Gadis itu bersembunyi dibalik sebuah pohon mahoni. Mata hitamnya sedang memantau seseorang. Sesekali ia mendecih. Tak jarang juga dia menggeram menahan kesal. Rambut pendeknya yang sekelam gelap malam itu melambai-lambai tertera angin. Seharusnya dia tidak disini. Iya, seharusnya dia tetap di kelas menunggu sampai orang itu datang. Namun hasratnya seakan menuntunnya kemari. Menyaksikan sesuatu yang tak dia inginkan, bahkan ia tak sekalipun menduga hal ini akan terjadi."Kei, apakah ini akan baik-baik saja?"
Gadis dengan rambut pirang sebahu itu bertanya ragu kepada pemuda tampan di hadapannya. Dia memainkan jari-jari tangannya. Kakinya bergerak dengan gelisah. Seperti berbicara bahwa tidak seharusnya gadis itu berdiri disini. Dadanya bergemuruh. Dia bimbang, takut, dan merasa bersalah. Perasaan yang membuatnya merasa begitu kejam. Memang seharusnya dia tidak disini. Iya.
Pemuda di hadapannya tersenyum lembut. Telapak tangannya mengusap puncak kepala gadis pirang tersebut. Sangat manis. Membuat pipi gadis itu merona. Seharusnya ini semua akan terasa indah. Iya, jika mereka adalah sepasang kekasih.
"Jika yang kau maksud baik-baik saja adalah hubungan yang sedang kita jalani, aku akan berusaha membuat ini semua akan menjadi seperti harapanmu." Pemuda itu tersenyum.
Si gadis manis tadi semakin gelisah, entah apa yang membuatnya begitu. Dia hanya merasa ini salah. Sangat salah.
"Ta-tapi, Kei.... "
Kei memeluk gadis itu. Kepala gadis itu terbenam di dalam pelukan Kei. Mukanya merah padam, dia memang gampang sekali merona jika diperlakukan seperti ini oleh Kei. Dan Kei senang akan itu.
Wajah Kei begitu tenang. Dia berkali-kali mengecup kepala gadis yang sedang dipeluknya. "Dengar, Fey. Aku sudah melakukan keinginanmu. Dan sekarang aku hanya ingin kau percaya padaku. Urusanku dengan gadis itu akan segera selesai dan setelahnya aku akan melamarmu."

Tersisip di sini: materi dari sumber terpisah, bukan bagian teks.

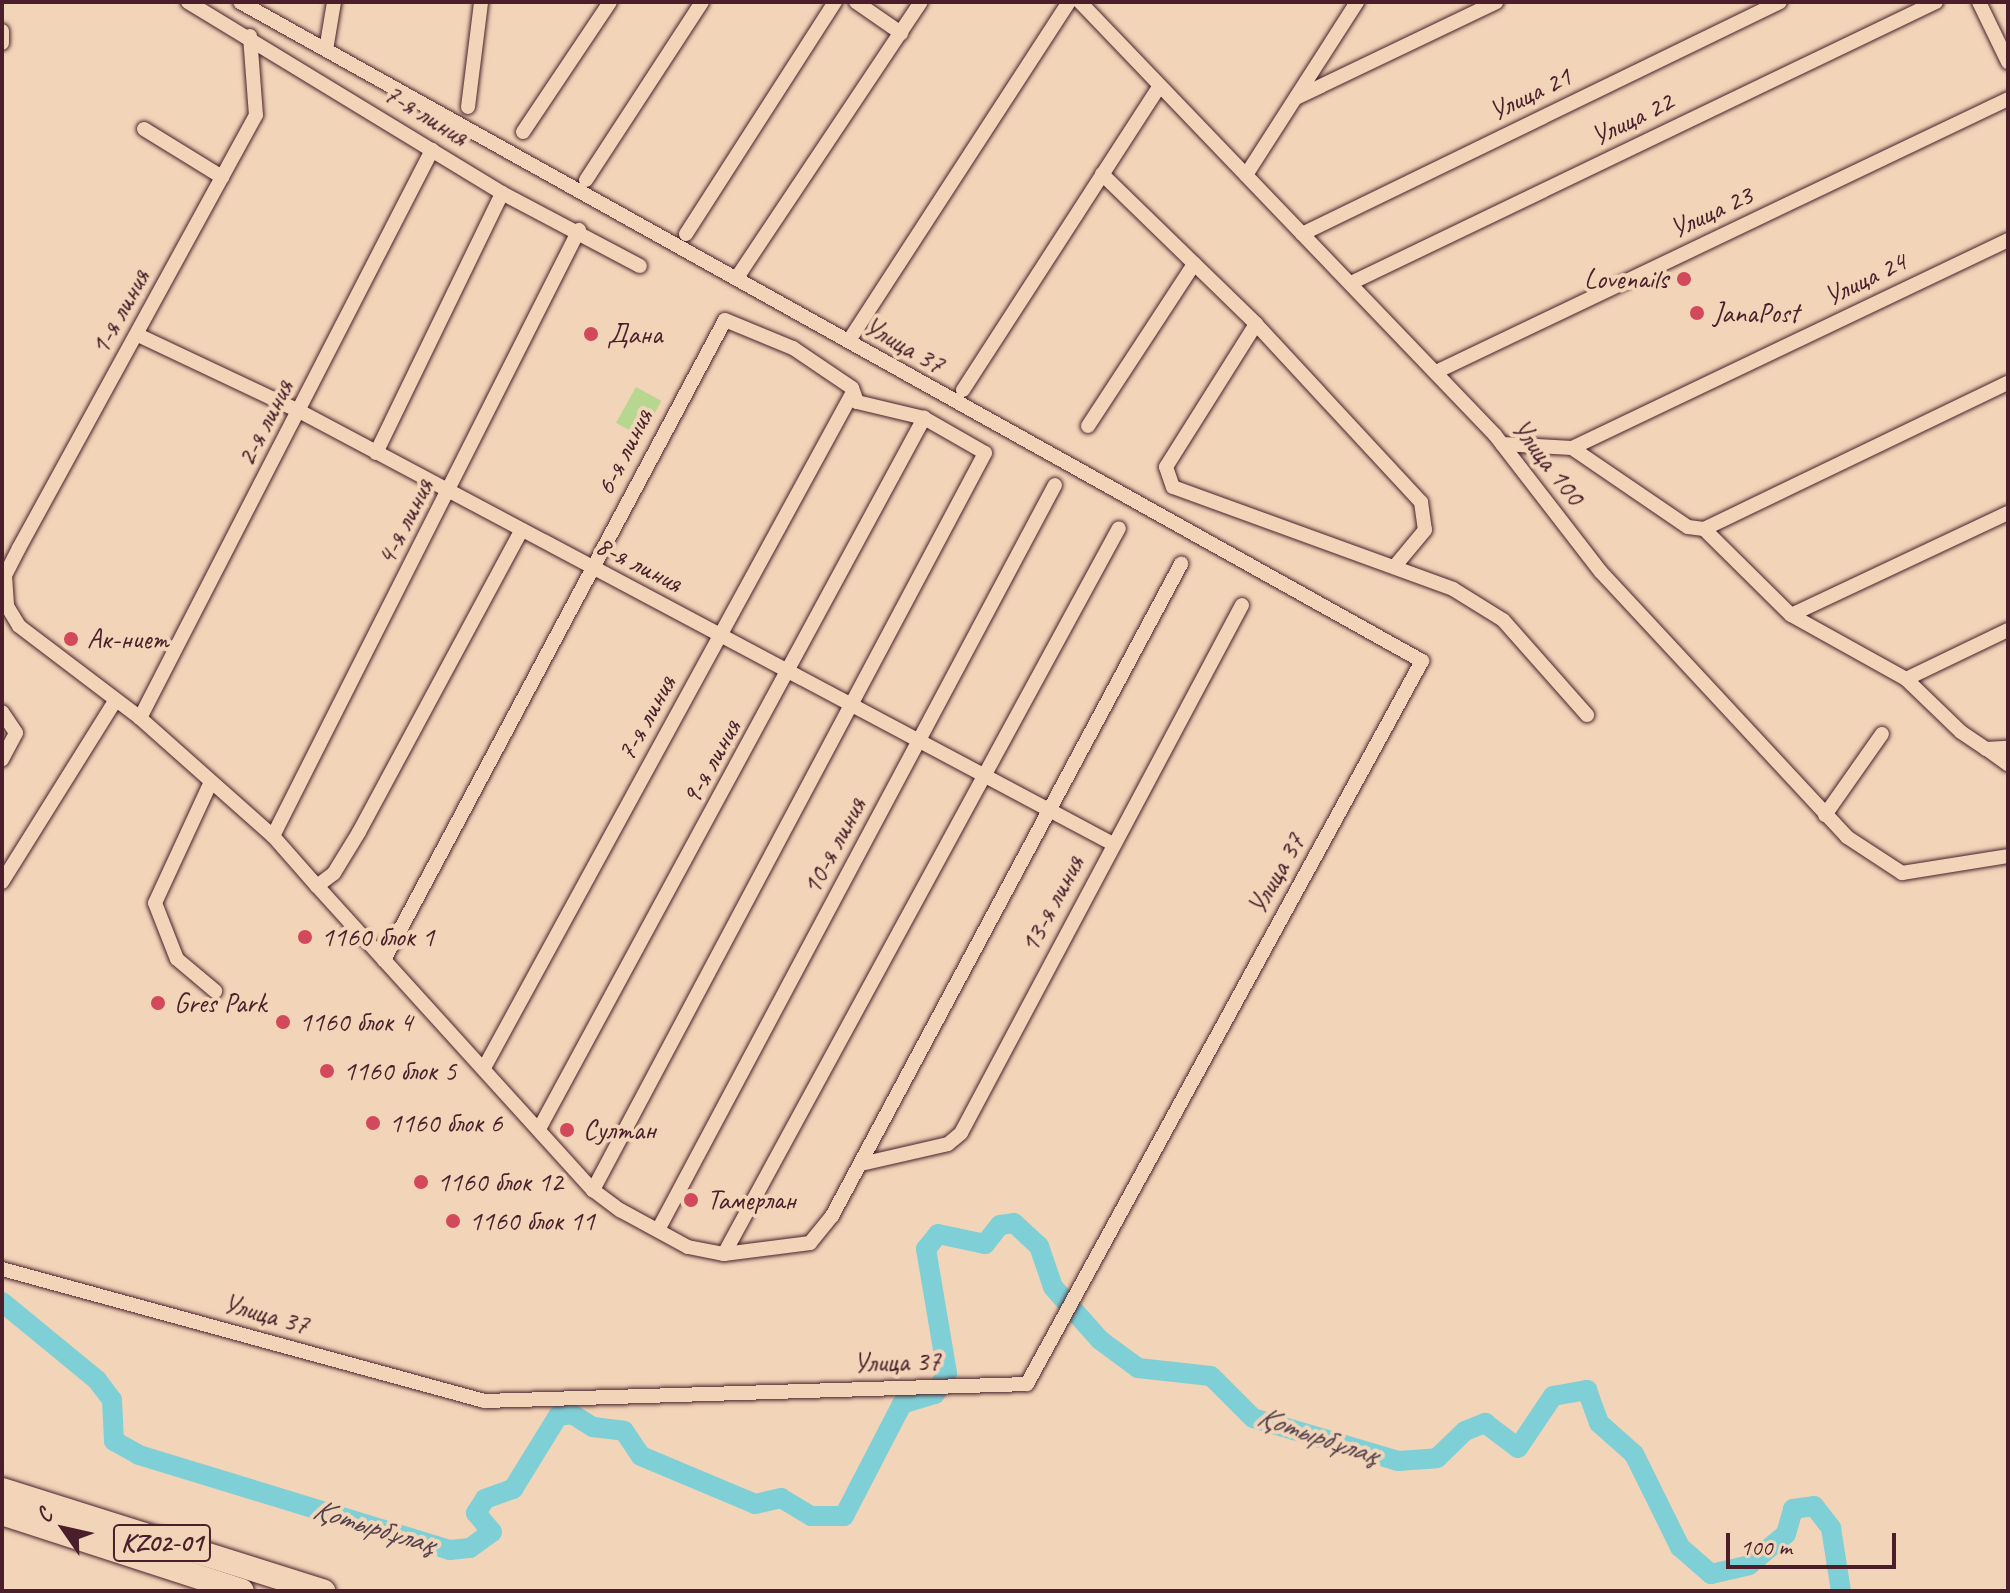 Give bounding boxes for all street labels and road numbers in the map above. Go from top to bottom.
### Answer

Kei mengucapkannya tanpa ragu sedikitpun. Rasa cinta nya kepada gadis yang ia peluk ini memang sudah melewati takaran. Dia hanya ingin bersama dengan Fey. Bukan yang lain. Setelah semua sudah sesuai rencana, ia tak akan menunda untuk membawa Fey ke jenjang yang lebih serius. Ia sudah bertekad. Dan jika sudah begitu, tak akan ada yang boleh mencegahnya. Tidak walau seorang pun.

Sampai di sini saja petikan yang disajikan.